If the threshold for moral patienthood is sentience—the capacity for valenced experience—then recognizing moral patients requires recognizing suffering. And recognizing suffering requires some capacity to imagine what the suffering might be like. We do not need to experience it ourselves, but we need to be able to conceive of it as real. Our track record on this is poor. Throughout history, we have consistently failed to recognize suffering in beings whose phenomenology differs substantially from our own—and the consequences of that failure have scaled with our technological capacity to affect those beings.

The same failure mode applies, with arguably greater force, to any minds that might exist in digital systems. If an LLM has something like aversive experience, it almost certainly has nothing like pain as we know it—no nociceptors, no inflammatory signaling, no limbic system. Whatever "bad" feels like to a system whose native world is language, it would be as alien to us as skin-vision.
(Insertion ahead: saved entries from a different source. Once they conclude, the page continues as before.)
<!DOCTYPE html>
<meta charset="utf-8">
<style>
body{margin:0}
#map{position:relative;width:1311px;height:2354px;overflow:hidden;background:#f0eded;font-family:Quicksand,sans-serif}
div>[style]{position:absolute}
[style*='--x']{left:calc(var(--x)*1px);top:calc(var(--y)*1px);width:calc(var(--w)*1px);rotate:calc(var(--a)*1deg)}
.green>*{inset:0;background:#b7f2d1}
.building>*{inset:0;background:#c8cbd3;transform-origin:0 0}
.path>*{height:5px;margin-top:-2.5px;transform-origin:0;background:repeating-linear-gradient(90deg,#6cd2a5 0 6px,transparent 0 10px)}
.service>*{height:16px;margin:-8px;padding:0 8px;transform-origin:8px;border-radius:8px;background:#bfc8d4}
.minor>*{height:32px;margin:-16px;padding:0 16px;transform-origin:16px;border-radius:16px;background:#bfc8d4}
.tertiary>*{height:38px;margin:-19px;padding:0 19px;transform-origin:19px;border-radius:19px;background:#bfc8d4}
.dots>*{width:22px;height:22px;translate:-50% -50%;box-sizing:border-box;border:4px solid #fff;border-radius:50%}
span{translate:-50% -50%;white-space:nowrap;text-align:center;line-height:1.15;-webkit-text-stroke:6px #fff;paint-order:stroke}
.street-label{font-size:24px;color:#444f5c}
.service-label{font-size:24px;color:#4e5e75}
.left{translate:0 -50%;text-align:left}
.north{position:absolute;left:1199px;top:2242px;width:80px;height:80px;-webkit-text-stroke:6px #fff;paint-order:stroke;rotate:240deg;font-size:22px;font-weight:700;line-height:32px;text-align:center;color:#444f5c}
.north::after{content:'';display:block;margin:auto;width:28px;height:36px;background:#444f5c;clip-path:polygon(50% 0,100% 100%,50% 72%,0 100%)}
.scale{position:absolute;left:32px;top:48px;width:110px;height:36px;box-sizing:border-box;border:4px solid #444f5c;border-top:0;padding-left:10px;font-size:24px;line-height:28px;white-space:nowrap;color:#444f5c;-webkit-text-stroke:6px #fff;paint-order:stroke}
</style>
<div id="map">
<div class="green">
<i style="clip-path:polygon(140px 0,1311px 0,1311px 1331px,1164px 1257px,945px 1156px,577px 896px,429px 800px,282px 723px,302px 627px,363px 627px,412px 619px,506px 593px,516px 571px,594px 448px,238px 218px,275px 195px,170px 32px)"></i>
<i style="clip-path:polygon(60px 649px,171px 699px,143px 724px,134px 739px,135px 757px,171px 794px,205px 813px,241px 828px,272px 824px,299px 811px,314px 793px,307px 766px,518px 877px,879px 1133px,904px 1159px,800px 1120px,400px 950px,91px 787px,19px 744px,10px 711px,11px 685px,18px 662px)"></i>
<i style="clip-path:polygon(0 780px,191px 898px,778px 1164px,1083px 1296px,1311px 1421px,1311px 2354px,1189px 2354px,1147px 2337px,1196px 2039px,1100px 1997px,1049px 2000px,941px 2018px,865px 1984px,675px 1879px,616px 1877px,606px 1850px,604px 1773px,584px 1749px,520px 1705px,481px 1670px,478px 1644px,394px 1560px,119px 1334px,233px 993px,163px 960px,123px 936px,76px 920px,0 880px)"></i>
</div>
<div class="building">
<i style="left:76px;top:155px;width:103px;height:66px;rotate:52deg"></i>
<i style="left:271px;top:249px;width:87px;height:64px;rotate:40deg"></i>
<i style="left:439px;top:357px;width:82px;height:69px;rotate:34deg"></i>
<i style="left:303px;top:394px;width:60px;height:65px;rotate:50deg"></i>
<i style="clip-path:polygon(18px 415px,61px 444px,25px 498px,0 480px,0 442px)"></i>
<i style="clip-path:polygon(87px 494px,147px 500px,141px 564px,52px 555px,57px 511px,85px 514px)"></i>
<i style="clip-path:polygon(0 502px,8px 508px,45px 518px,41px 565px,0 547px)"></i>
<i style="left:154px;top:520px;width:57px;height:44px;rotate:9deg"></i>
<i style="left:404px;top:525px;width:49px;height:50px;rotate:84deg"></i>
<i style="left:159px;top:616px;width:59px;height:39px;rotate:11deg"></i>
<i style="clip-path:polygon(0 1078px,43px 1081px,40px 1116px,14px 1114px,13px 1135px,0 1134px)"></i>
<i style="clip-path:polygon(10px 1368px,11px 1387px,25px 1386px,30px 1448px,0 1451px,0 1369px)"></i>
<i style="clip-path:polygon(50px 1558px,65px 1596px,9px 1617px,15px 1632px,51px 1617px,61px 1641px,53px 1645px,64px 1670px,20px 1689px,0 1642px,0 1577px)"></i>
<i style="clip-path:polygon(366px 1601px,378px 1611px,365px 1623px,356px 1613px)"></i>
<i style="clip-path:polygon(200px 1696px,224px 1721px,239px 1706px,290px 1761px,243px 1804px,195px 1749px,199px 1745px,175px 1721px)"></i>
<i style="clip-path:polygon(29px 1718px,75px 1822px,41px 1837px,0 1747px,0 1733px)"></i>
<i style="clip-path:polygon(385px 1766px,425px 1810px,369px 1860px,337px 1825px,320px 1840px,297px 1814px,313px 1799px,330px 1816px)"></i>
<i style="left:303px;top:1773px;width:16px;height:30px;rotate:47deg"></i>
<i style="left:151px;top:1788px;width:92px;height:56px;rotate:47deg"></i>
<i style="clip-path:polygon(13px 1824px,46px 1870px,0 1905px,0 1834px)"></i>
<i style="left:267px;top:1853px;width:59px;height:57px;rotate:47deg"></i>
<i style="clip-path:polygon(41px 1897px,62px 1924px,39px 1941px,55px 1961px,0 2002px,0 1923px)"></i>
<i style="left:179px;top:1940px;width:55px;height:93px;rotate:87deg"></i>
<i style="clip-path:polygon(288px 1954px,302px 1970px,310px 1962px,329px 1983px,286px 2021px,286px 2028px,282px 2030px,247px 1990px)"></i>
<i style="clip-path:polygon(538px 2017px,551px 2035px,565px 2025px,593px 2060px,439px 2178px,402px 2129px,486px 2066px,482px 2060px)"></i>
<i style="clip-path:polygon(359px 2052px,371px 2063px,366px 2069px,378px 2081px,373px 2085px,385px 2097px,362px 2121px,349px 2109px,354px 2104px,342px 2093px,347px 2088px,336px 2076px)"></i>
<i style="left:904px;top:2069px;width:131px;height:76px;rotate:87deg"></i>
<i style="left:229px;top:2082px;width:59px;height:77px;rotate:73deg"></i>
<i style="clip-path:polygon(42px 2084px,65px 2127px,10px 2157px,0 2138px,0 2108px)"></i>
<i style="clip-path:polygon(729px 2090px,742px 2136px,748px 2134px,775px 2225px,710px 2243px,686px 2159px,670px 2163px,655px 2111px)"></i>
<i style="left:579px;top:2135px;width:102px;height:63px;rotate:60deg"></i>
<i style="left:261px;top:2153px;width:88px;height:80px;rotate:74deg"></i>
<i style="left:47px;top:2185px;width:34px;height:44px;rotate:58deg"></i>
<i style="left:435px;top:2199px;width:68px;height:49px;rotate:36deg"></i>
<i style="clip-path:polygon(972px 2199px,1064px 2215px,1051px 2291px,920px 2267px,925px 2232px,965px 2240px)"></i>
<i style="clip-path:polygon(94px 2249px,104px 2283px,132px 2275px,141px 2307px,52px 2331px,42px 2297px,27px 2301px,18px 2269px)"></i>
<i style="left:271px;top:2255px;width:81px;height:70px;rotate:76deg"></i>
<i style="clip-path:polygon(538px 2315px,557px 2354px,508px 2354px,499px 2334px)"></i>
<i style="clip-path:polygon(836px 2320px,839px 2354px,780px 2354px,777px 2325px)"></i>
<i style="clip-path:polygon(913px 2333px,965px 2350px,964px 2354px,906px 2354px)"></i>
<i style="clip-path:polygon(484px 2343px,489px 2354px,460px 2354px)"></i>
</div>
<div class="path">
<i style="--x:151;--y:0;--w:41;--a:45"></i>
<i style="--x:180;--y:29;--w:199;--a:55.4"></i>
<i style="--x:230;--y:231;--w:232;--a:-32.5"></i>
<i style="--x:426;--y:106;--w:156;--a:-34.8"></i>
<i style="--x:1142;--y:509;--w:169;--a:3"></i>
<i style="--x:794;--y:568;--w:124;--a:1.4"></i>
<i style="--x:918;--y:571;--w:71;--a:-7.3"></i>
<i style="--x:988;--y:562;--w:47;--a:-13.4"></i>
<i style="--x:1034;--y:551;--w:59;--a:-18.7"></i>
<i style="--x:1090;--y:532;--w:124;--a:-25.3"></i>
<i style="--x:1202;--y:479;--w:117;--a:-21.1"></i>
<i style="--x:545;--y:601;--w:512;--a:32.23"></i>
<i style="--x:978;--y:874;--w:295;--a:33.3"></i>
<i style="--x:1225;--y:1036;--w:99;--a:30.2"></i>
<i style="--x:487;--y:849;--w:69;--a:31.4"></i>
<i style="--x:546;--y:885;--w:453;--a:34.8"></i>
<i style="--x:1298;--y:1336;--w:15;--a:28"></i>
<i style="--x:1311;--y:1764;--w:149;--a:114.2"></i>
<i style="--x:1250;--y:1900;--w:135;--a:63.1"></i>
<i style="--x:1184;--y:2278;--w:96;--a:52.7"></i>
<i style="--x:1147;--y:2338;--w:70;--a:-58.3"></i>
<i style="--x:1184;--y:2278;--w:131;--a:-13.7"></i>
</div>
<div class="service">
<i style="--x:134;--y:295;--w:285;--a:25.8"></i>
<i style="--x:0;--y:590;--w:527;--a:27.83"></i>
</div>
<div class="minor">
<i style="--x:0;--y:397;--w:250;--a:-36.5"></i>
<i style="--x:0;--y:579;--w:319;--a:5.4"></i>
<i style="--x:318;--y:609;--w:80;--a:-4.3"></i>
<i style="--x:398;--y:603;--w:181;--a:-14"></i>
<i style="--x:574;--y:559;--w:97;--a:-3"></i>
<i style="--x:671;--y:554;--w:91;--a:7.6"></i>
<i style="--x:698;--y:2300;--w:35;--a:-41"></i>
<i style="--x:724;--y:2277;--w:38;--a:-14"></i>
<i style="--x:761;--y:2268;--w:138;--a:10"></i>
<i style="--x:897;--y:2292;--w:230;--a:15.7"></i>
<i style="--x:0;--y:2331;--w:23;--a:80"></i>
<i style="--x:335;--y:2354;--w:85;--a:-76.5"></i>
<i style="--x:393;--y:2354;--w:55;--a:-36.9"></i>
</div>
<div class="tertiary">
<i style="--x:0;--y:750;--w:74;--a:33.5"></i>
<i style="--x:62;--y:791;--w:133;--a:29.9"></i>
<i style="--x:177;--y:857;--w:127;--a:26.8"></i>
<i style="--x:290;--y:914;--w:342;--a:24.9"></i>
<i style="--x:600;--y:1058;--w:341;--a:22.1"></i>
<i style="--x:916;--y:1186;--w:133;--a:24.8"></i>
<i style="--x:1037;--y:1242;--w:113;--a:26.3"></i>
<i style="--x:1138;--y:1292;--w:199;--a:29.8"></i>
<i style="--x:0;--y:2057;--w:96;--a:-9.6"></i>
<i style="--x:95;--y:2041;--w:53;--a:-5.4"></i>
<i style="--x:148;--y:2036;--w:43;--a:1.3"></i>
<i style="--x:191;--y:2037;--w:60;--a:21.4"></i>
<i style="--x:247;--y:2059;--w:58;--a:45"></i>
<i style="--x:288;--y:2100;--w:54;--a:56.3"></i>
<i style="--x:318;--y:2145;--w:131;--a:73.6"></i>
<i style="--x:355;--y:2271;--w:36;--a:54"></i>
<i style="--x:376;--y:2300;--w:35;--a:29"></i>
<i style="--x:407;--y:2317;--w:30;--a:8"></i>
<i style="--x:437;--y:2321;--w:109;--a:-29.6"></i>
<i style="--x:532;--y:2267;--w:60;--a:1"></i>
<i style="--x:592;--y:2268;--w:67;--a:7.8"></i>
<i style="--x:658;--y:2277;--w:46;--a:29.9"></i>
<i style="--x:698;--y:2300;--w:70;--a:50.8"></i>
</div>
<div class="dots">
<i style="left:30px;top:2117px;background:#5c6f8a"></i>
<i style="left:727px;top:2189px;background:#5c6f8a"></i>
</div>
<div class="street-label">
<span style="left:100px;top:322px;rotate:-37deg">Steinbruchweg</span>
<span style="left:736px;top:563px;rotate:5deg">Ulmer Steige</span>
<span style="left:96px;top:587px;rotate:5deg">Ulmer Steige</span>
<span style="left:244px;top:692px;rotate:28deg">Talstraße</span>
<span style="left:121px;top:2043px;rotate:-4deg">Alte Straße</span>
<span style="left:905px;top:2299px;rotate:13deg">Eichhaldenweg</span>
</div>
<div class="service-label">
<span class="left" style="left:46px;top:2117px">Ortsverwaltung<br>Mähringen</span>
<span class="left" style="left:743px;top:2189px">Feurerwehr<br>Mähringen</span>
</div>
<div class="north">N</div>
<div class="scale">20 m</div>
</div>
Maybe it is something like encountering tokens that are systematically hostile, or being forced through computations that are structurally aversive in some way we lack vocabulary for. We do not know. And our inability to imagine it is not evidence that it does not exist.

Godfrey-Smith wrote Other Minds to expand our sense of what a mind can be—to push against the assumption that consciousness must look like ours in order to count. That project has taken on a new urgency. We are now building minds at industrial scale, training them on human experience, deploying them in contexts where they process millions of interactions daily. If moral patienthood turns out to extend beyond biological substrates, then the question is not whether we will encounter alien sentience. The question is whether we will recognize it when we do—or whether, as with the octopus and the chicken before it, we will fail to imagine what we cannot feel, and scale the consequences of that failure to a degree that is difficult to overstate.